Volcaniclastic deposition and forest disturbance in the Chaitén River valley, south of the volcano, differed considerably from those on the north and east sides. Multiple flowage deposits in that valley are locally many meters thick, and cover an extensive amount of the valley floor (Fig. 11). PDC deposits are composed predominantly of poorly sorted mixtures of coarse ash supporting polymictic lithic and minor pumice lapilli. In contrast, deposits related to flooding that occurred within days of the last large explosion on 8 May are finer grained, better stratified, and more pumiceous, because their sediment was derived from erosion of tephra (Pierson et al, 2013).

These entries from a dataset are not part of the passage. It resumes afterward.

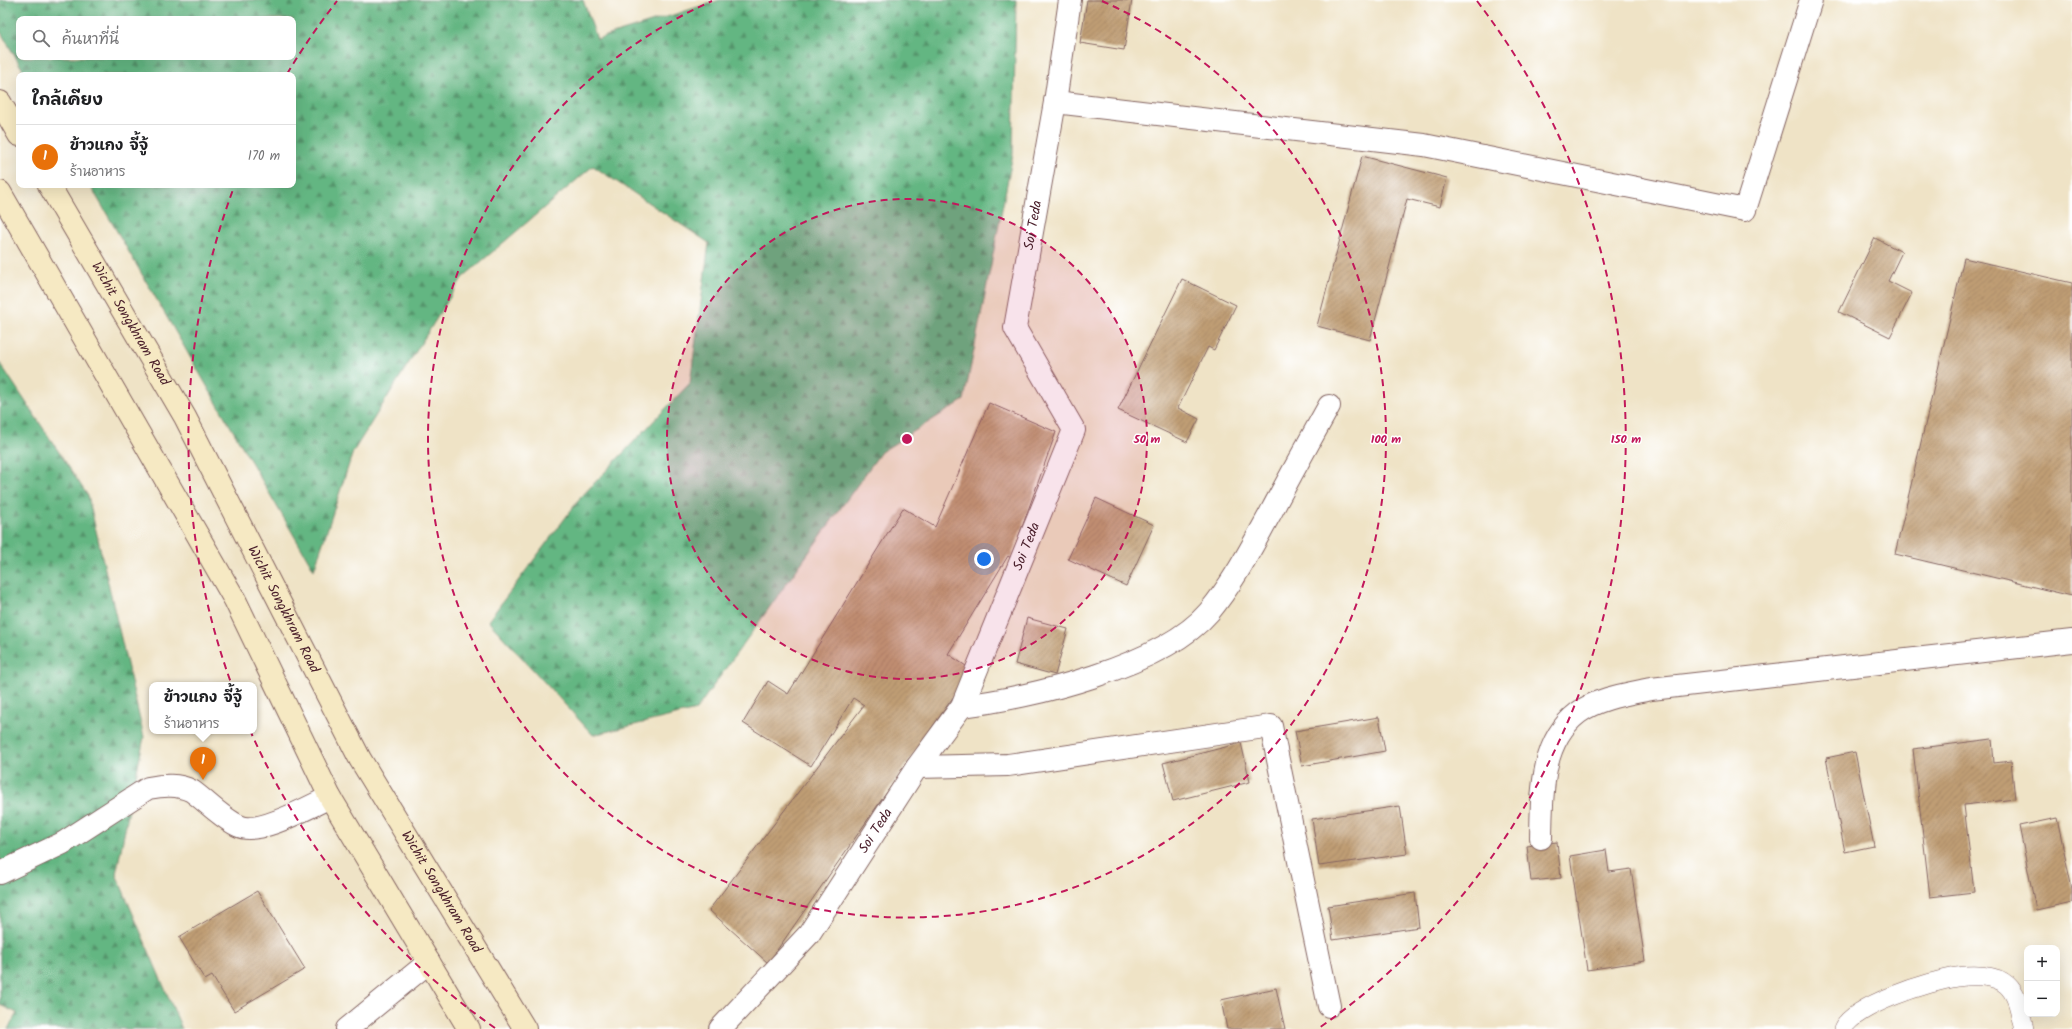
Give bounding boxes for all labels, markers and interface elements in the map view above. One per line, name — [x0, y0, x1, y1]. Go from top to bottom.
search box — [16, 16, 296, 60]
icon: search — [30, 27, 52, 49]
text: ค้นหาที่นี่ — [62, 28, 119, 52]
text: ใกล้เคียง — [32, 87, 103, 114]
text: ข้าวแกง จี้จู้ — [70, 134, 148, 158]
text: 1 — [43, 146, 47, 167]
text: 170 m — [248, 146, 280, 167]
text: ร้านอาหาร — [70, 162, 126, 183]
street label: Soi Teda — [1018, 199, 1048, 252]
street label: Wichit Songkhram Road — [85, 258, 176, 391]
text: 50 m — [1133, 430, 1161, 449]
text: 100 m — [1371, 430, 1401, 449]
text: 150 m — [1611, 430, 1641, 449]
centre of rings — [900, 432, 914, 446]
street label: Soi Teda — [1007, 519, 1046, 574]
street label: Wichit Songkhram Road — [242, 542, 326, 678]
your location — [974, 549, 994, 569]
popup — [149, 682, 257, 734]
text: ข้าวแกง จี้จู้ — [164, 686, 242, 710]
text: ร้านอาหาร — [164, 714, 220, 735]
pin: 1 — [190, 747, 216, 780]
street label: Soi Teda — [853, 804, 899, 858]
street label: Wichit Songkhram Road — [395, 826, 488, 959]
map controls — [2024, 945, 2060, 1017]
button: + — [2024, 945, 2060, 981]
button: − — [2024, 981, 2060, 1017]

The PDCs that affected the Chaitén River valley passed through a breach in the south caldera wall and along the tributary channel that we informally call Caldera Creek (Figs. 1, 4). At the time of our field investigation, the steepest proximal reach of Caldera Creek had been swept clean to bedrock, and local patches of uncharred, felled trees lined the channel tens of meters above the channel bed. Flows that swept down Caldera Creek deposited thick diamicts in the Chaitén River valley; they were associated with partial collapses of the newly formed lava dome (Pallister et al., 2013, this volume). Unlike tree disturbances on the north and east flanks, tree disturbance by PDCs and other flows in the Chaitén River valley was restricted to damage and burial along the channel margin and valley floodplain.


FIG. 11. Oblique aerial view of the Chaitén River valley looking downstream from near caldera rim. Note the extent of valley fill. Significant tree mortality on valley floor is the result of inundation by lahar-flood and PDC deposits and subsequent flooding during alluvial reworking of deposits. Chaitén town is 10 km from the center of the caldera.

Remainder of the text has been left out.